Architect Gil Hanse gave his course wide, forgiving fairways, but also plenty of risky shots for scratch golfers.

Streamsong Resort Photo: Larry Lambrecht

When architect Gil Hanse broke ground on a new project in 2015, he wasn’t simply creating a golf course—he was adding a third layout to what had become, in just a few years, one of the country’s top golf destinations. Streamsong Resort opened in central Florida in 2013, and its first two courses, Blue and Red, both earned Best of the Best accolades. Following up on two instant classics, Hanse proved worthy of the challenge, delivering this year’s Best of the Best–winning Black course.

Hanse, whose resume includes the Olympic course in Rio de Janeiro, Castle Stuart in Scotland, and Mossy Oak in Mississippi, was given a larger but flatter piece of land at Streamsong than course architects Tom Doak (Blue) and Bill Coore and Ben Crenshaw (Red). He used the terrain’s width to build extra-expansive fairways and big, bold, rollicking greens. The resulting course is playable—and enjoyable—for golfers of all skill levels.

The result is playable, and enjoyable, for players of all skill levels. Low handicappers will welcome the strategic challenge of finding optimal targets off the tee and hitting into large, segmented putting surfaces that drop-off severely around the edges.

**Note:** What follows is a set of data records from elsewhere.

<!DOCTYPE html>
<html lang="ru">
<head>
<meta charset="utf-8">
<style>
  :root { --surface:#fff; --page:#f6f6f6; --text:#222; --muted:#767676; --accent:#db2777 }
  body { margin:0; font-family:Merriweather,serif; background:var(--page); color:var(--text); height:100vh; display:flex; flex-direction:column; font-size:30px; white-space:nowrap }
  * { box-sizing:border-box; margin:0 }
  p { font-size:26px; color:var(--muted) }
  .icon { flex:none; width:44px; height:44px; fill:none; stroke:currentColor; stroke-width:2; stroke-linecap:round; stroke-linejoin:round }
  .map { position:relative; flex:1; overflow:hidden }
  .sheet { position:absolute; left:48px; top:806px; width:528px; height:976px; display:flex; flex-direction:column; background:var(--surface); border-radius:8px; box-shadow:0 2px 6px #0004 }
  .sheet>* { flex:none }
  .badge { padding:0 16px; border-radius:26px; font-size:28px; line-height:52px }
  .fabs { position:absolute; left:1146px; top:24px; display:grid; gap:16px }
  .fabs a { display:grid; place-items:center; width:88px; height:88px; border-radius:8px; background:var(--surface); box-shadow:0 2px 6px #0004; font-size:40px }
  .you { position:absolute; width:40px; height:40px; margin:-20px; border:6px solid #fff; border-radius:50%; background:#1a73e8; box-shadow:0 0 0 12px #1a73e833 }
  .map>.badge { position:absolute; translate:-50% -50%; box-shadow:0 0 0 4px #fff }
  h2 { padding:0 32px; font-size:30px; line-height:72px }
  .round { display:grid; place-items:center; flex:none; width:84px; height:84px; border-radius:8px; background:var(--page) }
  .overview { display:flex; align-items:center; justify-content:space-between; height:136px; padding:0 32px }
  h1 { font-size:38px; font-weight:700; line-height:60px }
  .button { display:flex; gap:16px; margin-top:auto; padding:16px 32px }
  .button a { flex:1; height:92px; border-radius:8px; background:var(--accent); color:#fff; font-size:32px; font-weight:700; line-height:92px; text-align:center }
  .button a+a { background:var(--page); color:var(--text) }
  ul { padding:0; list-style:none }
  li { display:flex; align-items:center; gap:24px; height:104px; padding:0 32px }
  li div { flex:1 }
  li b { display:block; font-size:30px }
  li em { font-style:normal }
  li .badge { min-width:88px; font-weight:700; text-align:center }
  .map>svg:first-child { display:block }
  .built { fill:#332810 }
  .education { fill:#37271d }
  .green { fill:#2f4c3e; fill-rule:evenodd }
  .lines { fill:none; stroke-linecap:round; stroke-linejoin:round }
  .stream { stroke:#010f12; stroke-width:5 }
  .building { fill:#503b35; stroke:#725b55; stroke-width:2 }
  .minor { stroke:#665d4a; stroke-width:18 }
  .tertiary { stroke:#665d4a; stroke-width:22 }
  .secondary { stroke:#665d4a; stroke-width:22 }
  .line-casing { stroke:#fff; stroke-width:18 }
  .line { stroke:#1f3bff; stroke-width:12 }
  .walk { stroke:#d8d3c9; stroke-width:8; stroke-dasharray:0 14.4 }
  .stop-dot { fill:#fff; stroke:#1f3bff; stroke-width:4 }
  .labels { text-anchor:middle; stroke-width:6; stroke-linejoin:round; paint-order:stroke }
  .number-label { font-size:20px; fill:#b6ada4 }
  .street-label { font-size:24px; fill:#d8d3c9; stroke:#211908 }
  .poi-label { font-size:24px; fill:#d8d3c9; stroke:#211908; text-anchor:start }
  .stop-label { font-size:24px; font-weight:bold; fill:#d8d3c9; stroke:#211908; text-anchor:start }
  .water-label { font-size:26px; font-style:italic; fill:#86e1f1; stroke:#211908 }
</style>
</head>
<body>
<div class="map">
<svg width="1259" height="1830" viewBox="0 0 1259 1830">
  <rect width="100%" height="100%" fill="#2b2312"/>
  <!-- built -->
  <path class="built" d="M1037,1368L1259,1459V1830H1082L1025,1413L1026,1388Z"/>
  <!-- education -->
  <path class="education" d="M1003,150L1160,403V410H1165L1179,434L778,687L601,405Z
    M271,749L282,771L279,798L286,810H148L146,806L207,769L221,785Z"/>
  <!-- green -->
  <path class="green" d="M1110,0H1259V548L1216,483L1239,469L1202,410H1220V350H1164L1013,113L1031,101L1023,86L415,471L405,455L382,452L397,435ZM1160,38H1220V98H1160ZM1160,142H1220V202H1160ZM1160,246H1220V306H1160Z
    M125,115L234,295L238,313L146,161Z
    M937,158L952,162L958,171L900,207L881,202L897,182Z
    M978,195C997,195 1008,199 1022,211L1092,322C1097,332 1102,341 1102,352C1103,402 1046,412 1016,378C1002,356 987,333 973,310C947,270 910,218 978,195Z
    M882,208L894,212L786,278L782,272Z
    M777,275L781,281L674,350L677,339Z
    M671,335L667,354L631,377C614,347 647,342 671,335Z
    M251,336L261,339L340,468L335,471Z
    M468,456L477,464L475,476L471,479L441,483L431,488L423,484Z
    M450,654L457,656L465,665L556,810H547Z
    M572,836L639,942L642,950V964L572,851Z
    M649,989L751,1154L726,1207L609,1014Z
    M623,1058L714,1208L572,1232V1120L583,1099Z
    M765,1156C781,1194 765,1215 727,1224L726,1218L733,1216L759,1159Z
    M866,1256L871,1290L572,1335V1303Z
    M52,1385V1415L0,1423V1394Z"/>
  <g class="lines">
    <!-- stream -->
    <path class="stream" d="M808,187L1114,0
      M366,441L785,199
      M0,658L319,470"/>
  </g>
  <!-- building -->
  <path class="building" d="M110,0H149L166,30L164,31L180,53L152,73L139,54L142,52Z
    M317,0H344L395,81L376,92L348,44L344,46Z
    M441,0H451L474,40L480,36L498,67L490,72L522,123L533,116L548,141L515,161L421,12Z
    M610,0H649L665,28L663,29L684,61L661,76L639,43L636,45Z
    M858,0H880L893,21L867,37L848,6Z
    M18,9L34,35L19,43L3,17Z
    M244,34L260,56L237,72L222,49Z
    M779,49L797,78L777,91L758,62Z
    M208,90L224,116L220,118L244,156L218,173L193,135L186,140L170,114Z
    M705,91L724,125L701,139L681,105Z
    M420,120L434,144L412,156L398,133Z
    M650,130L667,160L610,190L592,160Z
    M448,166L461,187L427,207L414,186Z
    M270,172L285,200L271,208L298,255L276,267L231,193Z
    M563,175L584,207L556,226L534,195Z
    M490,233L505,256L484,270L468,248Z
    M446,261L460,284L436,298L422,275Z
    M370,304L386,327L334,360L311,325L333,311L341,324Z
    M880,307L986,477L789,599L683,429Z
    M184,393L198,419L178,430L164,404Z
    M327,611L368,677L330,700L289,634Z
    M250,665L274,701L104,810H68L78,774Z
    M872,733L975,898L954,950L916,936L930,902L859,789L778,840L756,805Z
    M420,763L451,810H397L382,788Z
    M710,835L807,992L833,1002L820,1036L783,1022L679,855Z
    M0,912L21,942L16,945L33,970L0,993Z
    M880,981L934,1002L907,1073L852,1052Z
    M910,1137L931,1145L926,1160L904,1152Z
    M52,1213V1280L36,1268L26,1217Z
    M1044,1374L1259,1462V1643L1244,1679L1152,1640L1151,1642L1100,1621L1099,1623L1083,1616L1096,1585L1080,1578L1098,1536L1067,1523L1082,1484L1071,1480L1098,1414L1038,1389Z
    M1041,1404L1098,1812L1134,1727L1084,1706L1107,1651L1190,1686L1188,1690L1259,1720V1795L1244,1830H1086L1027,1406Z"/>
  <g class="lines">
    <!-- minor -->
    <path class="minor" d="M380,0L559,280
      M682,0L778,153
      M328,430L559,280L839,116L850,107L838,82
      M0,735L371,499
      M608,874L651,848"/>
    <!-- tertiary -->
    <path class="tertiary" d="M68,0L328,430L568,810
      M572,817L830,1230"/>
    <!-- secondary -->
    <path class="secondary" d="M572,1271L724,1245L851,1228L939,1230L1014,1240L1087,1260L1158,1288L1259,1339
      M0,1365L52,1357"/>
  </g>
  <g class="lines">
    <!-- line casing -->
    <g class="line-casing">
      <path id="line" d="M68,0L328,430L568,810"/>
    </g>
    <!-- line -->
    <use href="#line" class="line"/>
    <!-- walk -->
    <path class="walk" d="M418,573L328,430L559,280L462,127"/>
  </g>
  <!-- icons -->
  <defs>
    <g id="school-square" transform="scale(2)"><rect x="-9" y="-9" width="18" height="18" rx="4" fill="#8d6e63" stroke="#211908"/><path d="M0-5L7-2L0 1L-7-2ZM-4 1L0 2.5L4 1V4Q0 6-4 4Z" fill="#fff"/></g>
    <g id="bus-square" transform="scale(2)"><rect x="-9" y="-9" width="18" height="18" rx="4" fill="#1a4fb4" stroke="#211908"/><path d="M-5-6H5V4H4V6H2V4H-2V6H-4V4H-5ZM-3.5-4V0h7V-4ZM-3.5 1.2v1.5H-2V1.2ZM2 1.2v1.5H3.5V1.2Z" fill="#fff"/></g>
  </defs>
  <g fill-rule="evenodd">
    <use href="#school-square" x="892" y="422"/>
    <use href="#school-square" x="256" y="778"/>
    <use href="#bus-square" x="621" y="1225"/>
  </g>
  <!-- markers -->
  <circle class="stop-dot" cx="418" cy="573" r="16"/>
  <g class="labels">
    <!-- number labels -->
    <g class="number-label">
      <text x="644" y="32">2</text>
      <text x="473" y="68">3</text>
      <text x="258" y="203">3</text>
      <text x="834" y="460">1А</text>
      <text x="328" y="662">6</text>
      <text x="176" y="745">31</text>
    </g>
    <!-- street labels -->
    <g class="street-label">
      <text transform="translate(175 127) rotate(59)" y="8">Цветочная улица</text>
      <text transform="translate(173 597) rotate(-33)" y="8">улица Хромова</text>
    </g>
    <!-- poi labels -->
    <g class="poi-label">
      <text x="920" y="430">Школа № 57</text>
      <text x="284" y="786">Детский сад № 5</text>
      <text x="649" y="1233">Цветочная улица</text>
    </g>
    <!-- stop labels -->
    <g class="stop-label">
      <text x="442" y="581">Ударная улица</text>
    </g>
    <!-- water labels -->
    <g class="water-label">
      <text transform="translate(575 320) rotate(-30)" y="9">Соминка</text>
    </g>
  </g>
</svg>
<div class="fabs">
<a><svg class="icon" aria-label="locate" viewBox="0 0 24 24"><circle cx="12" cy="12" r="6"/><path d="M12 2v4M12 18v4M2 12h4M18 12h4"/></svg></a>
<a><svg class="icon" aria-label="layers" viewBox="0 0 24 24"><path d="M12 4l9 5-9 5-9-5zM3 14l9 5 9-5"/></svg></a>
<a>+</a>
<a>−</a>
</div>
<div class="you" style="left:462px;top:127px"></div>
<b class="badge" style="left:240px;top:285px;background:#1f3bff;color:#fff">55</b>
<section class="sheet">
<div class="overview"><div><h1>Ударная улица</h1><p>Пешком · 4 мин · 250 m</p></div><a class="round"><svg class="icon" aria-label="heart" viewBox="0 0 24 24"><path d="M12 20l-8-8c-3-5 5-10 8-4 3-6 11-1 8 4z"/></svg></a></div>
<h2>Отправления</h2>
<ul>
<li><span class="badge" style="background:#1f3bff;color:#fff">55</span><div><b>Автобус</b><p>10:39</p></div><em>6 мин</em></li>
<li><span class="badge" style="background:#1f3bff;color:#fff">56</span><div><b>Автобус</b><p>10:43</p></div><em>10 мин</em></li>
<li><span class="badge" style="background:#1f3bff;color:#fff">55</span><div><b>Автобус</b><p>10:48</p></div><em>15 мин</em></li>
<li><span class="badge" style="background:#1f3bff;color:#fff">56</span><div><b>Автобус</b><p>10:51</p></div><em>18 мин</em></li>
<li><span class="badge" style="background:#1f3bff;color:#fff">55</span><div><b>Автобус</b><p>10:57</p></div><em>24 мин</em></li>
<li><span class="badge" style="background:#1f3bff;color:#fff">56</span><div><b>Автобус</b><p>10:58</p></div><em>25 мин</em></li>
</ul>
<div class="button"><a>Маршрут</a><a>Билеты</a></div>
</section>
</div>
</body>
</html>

Average players will be comforted by the sight of acres of turf and the chance to perform with the putter. There are vast, rugged hazards to contend with, but they are largely pushed to the sides and shouldn’t be much of an issue unless the wind begins to blow—which it is certainly known to do—rolling over dramatic topography that was once devoted to phosphorous mining.

Unlike its siblings, Black has its own clubhouse, a practice area called the Roundabout, and a two-acre putting course known as the Gauntlet. Even so, while there may be plenty to occupy you after your round, the siren call of Hanse’s masterpiece may tempt you to head right back out and give it another go.